The reply consists of one number only: how many lines in the listing below contain the word "position".
(Beginning of DATA UNDER STUDY)
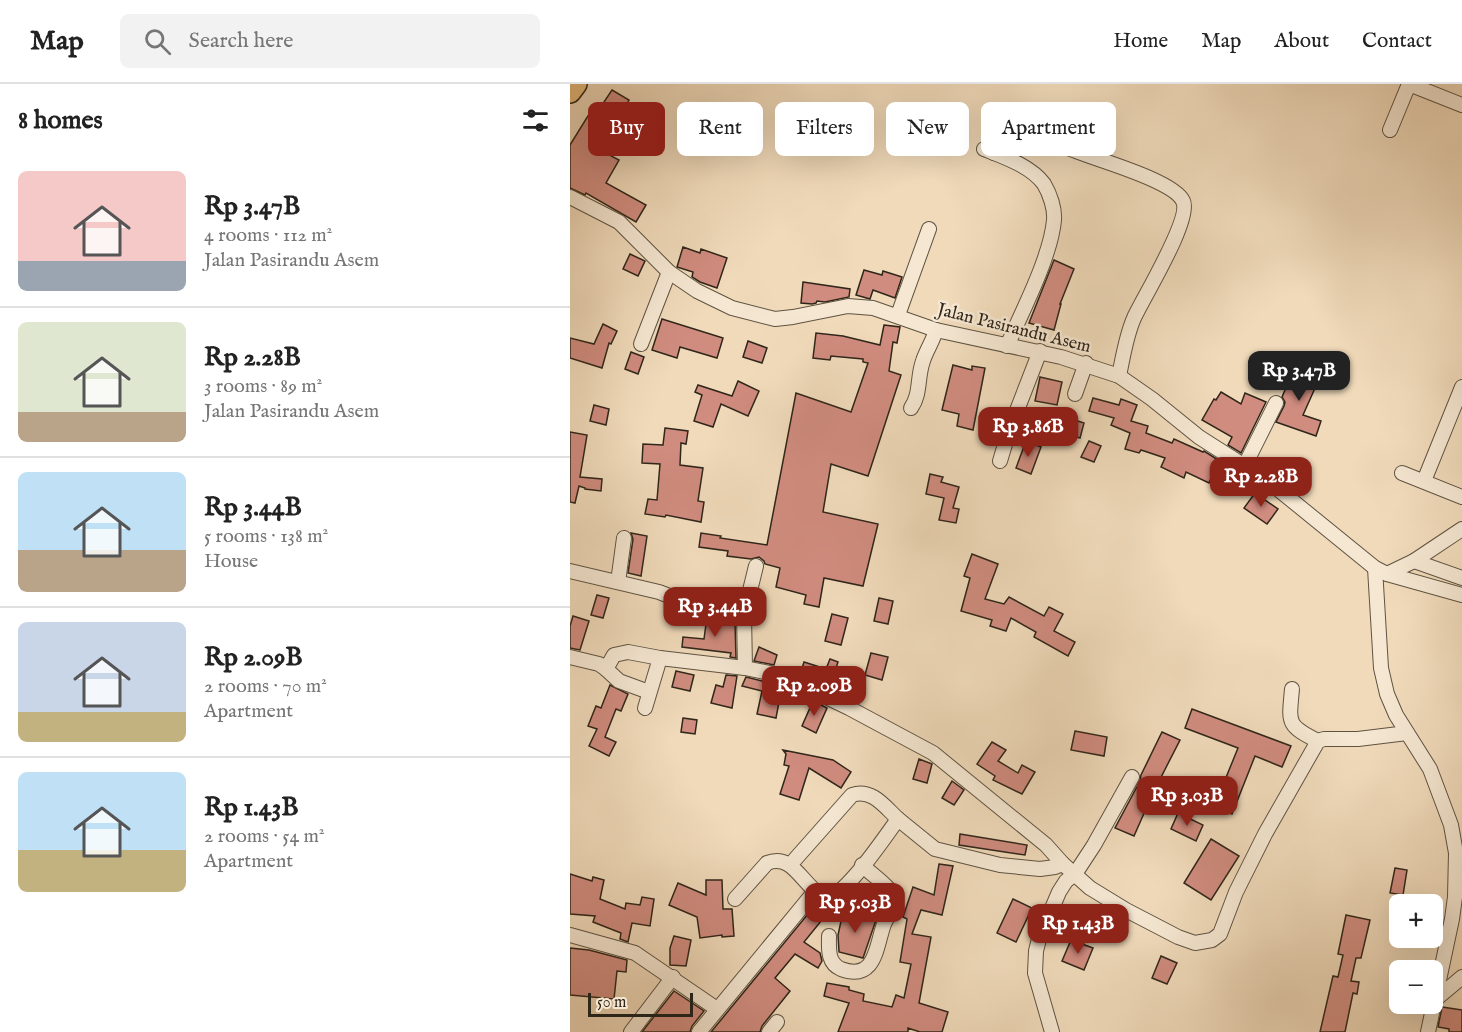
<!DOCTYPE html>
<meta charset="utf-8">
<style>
:root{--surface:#fff;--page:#f2f2f2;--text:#222;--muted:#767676;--line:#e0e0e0;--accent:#8f2418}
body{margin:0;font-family:"IM FELL English",serif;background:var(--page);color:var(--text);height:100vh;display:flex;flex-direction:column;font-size:22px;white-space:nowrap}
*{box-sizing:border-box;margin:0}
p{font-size:20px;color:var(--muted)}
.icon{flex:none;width:33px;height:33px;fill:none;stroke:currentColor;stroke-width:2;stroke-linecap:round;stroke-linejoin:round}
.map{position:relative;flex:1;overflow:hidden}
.drawer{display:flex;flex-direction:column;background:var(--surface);width:570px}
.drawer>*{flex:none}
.banner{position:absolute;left:18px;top:18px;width:570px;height:54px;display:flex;gap:12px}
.tools{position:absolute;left:819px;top:810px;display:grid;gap:12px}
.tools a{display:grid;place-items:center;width:54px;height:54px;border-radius:9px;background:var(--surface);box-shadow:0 6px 24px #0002;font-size:30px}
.scale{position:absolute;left:18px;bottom:15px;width:105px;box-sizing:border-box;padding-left:6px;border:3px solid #2f261a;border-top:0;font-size:16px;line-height:21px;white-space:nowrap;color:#2f261a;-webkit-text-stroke:4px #f5e7d2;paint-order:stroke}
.price{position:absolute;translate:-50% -51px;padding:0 14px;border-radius:12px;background:var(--accent);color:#fff;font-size:20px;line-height:39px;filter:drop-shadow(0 2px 3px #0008)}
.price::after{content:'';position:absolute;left:50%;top:36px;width:18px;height:14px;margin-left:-9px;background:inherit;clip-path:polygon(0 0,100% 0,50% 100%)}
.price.active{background:#222;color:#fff}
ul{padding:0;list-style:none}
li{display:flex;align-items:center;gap:18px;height:150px;padding:0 18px}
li+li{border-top:2px solid var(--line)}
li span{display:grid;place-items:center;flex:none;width:168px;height:120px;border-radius:9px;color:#555}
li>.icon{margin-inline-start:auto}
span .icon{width:72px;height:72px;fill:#fffc;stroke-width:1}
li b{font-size:26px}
h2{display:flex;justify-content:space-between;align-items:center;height:72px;padding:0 18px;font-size:26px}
.chip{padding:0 21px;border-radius:9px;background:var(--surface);box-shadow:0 6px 24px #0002;font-size:21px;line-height:54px}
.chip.active{background:var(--accent);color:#fff}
header{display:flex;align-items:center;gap:36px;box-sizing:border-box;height:84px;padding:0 30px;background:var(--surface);border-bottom:2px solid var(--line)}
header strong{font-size:28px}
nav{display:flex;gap:33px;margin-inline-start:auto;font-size:21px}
.search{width:420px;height:54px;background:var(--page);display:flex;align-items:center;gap:15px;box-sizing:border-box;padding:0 21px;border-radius:9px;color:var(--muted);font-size:22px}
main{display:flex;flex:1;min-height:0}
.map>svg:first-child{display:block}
</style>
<header>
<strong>Map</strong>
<div class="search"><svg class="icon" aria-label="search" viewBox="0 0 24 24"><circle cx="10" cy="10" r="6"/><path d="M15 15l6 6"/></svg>Search here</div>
<nav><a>Home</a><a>Map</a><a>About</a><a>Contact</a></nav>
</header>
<main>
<section class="drawer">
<h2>8 homes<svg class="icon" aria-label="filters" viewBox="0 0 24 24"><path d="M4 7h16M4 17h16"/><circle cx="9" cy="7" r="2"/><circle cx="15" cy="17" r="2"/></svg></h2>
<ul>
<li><span style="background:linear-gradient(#f6c9c9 75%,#9aa5b1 0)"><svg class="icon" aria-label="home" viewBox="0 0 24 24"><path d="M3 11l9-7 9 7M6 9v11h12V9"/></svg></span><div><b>Rp 3.47B</b><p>4 rooms · 112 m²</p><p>Jalan Pasirandu Asem</p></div></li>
<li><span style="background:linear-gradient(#dfe7d0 75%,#b9a48a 0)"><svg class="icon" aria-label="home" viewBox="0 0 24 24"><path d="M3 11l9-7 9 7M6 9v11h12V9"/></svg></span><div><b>Rp 2.28B</b><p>3 rooms · 89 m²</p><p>Jalan Pasirandu Asem</p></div></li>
<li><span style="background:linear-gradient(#bfe0f5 65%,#b9a48a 0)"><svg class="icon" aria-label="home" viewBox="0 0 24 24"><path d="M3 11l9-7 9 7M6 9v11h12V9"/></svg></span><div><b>Rp 3.44B</b><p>5 rooms · 138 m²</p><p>House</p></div></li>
<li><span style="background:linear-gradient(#c9d6e8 75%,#c2b280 0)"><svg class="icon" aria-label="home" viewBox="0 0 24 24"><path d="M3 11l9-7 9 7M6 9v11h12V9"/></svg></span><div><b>Rp 2.09B</b><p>2 rooms · 70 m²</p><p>Apartment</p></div></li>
<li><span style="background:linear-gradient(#bfe0f5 65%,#c2b280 0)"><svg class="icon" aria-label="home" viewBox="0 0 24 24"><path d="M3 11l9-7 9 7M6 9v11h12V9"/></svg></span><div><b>Rp 1.43B</b><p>2 rooms · 54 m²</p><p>Apartment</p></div></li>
</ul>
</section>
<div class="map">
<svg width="892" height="948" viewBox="0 0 892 948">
<rect width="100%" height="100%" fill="#f0daba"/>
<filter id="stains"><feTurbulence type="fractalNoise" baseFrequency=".00333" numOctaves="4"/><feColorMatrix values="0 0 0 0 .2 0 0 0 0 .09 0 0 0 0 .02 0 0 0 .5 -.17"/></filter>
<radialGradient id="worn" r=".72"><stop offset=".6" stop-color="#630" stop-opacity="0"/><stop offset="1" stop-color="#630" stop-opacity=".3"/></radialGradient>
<g fill="#d08c7f" stroke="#2f261a" stroke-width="1.5">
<polygon points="42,6 59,16 57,20 91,39 81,55 48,35 47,37 44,35 26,64 49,76 36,99 76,121 66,138 16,109 15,111 0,104 0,61 21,27 26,30"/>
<polygon points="113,163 130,169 131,165 157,174 147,204 130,198 122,193 123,188 107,183"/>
<polygon points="60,170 75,177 68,192 53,185"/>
<polygon points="484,176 504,185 490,220 491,220 484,246 459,239"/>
<polygon points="294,186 312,191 313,187 332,193 325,214 303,206 300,215 286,211"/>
<polygon points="233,198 280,205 279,213 255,218 247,217 246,219 242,220 231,219"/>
<polygon points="92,235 153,254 147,274 110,263 107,274 82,266"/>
<polygon points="33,240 47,247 41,260 39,259 32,284 0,274 0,254 24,260"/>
<polygon points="314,241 330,243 327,259 323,258 319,287 331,291 298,392 261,380 253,428 308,440 293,502 254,494 249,523 234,520 236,511 206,503 210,484 195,480 194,477 189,473 181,475 157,472 158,467 129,463 131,449 151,452 150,454 197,461 226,309 281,328 298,279 293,278 293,275 261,272 260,276 243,274 246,249 273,252 310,261"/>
<polygon points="178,257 197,264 192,279 173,273"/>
<polygon points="61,268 74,273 68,290 55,285"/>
<polygon points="383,281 402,286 402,282 415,284 403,346 387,342 389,330 372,326"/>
<polygon points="725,283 750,293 733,331 751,337 746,352 706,338 714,322 715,318 712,313"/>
<polygon points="470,293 492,298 487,321 465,317"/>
<polygon points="168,297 189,307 178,332 151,320 143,343 124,337 132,311 125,308 128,301 162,312"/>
<polygon points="651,308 671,320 675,309 696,318 671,369 658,361 662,353 632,336 644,315 646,316"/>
<polygon points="523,314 549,321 551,315 567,321 561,337 578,342 576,349 602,359 604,355 633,368 634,367 667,388 663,395 645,385 639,399 616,388 614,394 591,383 595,374 571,366 569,369 555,365 560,349 541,341 544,334 519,327"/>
<polygon points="24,321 39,325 36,341 20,337"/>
<polygon points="495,333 514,339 510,354 490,348"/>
<polygon points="95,344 118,347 116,360 111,359 110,381 133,384 128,417 134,418 131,438 96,431 95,433 75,430 78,415 87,416 90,380 72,379 73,360 93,361"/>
<polygon points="0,348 17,351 10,393 32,395 31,407 15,405 15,404 9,402 5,419 0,418"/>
<polygon points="456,357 471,363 461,390 446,384"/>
<polygon points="519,357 531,362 524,378 511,373"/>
<polygon points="360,390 373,393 371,398 389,403 383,424 389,425 386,439 369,436 374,414 356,410"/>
<polygon points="685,409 708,425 697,440 674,424"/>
<polygon points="61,449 77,452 71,492 58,489 63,455"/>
<polygon points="402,470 428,480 415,515 434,520 439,513 474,532 479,523 493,530 484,547 505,558 498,572 464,553 466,548 441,534 436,547 420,542 422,536 391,527 400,494 394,492"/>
<polygon points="27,511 39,514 33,534 21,531"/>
<polygon points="309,514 323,517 318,540 304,537"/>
<polygon points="262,530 278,534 271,561 255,557"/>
<polygon points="3,532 19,537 10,566 0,564 0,542"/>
<polygon points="137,533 165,539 166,574 160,573 161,569 112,563 113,553 134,555"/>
<polygon points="189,563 207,571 204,581 184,577"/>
<polygon points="301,569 318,573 312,596 295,591"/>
<polygon points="260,575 268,578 259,605 230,591 234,578 256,585"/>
<polygon points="106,587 124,591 120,607 102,603"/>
<polygon points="156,591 167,592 162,624 141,619 146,601 153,603"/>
<polygon points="176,593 212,602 206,634 187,630 192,607 172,602"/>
<polygon points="40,601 58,610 51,627 46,625 35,653 46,658 39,672 19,662 27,645 18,642 26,622 31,624"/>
<polygon points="243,617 257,624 246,649 232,642"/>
<polygon points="622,625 721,662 712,683 685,672 662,730 644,723 668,664 615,644"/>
<polygon points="113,634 127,636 125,650 111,648"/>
<polygon points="505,647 537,653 534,672 501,666"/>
<polygon points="592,648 610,656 583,709 564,752 545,744 570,697 571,691"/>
<polygon points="422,658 436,666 428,677 448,689 452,681 465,688 452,710 423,696 425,692 407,680"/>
<polygon points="213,666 263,676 281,688 271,704 239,684 229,716 210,710 219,682 214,681 216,670"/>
<polygon points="349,675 362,680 357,699 343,695"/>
<polygon points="382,697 394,706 384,721 372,714"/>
<polygon points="608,729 633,741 626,757 601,745"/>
<polygon points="390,750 457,761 455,771 389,761"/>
<polygon points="641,755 669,772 641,816 614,799"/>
<polygon points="369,780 383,782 372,831 351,826 342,850 361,853 349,919 378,928 372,948 350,948 338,944 338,948 268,948 279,919 254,912 257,899 279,903 279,906 294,910 293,917 322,923 326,911 334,914 341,880 330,878 337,835 333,833 343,803 364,811"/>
<polygon points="825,784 837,786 833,811 820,809"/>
<polygon points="0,790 22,797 23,793 34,796 30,815 55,825 56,819 70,821 72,813 84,815 80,842 62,839 58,858 50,855 51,849 23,838 25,832 0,830"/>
<polygon points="136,796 152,796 153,825 162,825 164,852 152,853 152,851 130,854 127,833 99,821 108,799 136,811"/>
<polygon points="443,815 462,824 446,858 427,849"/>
<polygon points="247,819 260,826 234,858 250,869 252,877 248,884 225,870 205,894 220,907 192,942 190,948 141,948"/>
<polygon points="273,828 306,836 293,874 269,868 268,851"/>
<polygon points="776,831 800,836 791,874 786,874 781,897 789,898 787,910 783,909 775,948 750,948 763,892 768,893 773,871 768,870"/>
<polygon points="104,852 121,856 116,882 100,881 100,864"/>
<polygon points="501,856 523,864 514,886 492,877"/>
<polygon points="0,864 19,866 57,876 56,888 47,887 44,915 0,911"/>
<polygon points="591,872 607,879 597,900 582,894"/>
<polygon points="104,907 134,927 122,942 120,948 72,948"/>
<polygon points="872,923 892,926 892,948 879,948 879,945 868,943"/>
</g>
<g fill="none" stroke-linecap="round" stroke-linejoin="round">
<g stroke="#5f5342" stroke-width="16">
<g id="street">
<polyline points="820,46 839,0 892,21"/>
<path d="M 414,65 C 434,73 461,82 474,100 C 480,110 485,125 484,136 C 481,172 452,228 437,262"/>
<path d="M 424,69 L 442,42 L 447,40 C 467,49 486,60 506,67 C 528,76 604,97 613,117 C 622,135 573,214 564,234 C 556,252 553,273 549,292"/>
<polyline points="0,113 49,138 99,188 127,207 162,224 205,235 223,233 278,222 303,224 366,246 491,273 549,292 582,315 629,353 698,397 805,484 817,490 892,511"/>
<polyline points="328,231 359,145"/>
<polyline points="71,260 99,188"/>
<polyline points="505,310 516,279"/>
<path d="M 341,324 C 351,310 347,293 353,277 C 356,267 363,257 366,246"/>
<polyline points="430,377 439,347 470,267"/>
<polyline points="675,381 706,319"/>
<polyline points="832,389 892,413"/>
<polyline points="854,397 892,303"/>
<polyline points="844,477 892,494"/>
<polyline points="805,484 811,584 817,610 826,631 860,685 881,741 886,769 885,813 882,835 858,948"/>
<polyline points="0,487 89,508 125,522 174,531 175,584 210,591 279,624 363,669 476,761 493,780 520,804 556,826 608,853 625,859 642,856 650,850 666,808 695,750 748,657 754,655 788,655 837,649"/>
<polyline points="817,490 844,477 892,445"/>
<polyline points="48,498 54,454"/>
<polyline points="174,531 186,482"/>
<polyline points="0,573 29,580 36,585 44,571 58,568 90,574 175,584"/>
<polyline points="36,585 49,597 79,608"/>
<path d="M 722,605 C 719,639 716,641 748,657"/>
<polyline points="75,624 90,574"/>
<polyline points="328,735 365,765 430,781 470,785 485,783 493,780"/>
<path d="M 165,815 L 197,779 C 226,767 234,810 260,814 C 281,803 313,756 328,735 C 315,723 302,704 282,711 L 220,781"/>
<polyline points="0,851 65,869 147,925"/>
<path d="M 259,852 C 259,864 257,879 271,885 C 306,898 306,862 314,840 C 317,833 322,827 326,820 C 323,803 304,793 292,781"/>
<polyline points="866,915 892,893"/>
<polyline points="61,948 103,893"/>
<polyline points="129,948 245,807"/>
<polyline points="199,948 207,938"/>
<polyline points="482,948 465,889 466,867 469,855 489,808 496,797 505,790 524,761 562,693"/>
</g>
</g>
<g stroke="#2f261a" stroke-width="24">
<polyline id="primary" points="0,8 6,0"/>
</g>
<use href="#street" stroke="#f5e7d2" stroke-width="14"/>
<use href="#primary" stroke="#e8bd7d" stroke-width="21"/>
</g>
<g text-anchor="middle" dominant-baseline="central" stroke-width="5" stroke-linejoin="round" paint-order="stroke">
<g font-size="18" fill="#2f261a" stroke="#f5e7d2">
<text transform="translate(444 245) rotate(14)">Jalan Pasirandu Asem</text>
</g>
</g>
<rect width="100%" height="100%" filter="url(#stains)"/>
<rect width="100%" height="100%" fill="url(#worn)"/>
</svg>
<div class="tools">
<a>+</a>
<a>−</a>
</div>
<div class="scale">50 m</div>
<b class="price active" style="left:729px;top:318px">Rp 3.47B</b>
<b class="price" style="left:458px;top:374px">Rp 3.86B</b>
<b class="price" style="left:691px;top:424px">Rp 2.28B</b>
<b class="price" style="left:145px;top:554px">Rp 3.44B</b>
<b class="price" style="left:244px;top:633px">Rp 2.09B</b>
<b class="price" style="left:617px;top:743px">Rp 3.03B</b>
<b class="price" style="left:285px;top:850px">Rp 5.03B</b>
<b class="price" style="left:508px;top:871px">Rp 1.43B</b>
<div class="banner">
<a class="chip active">Buy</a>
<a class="chip">Rent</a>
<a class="chip">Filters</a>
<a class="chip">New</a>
<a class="chip">Apartment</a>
</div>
</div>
</main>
(End of DATA UNDER STUDY)
• **SOLUTION FOR THIS PROBLEM**: 6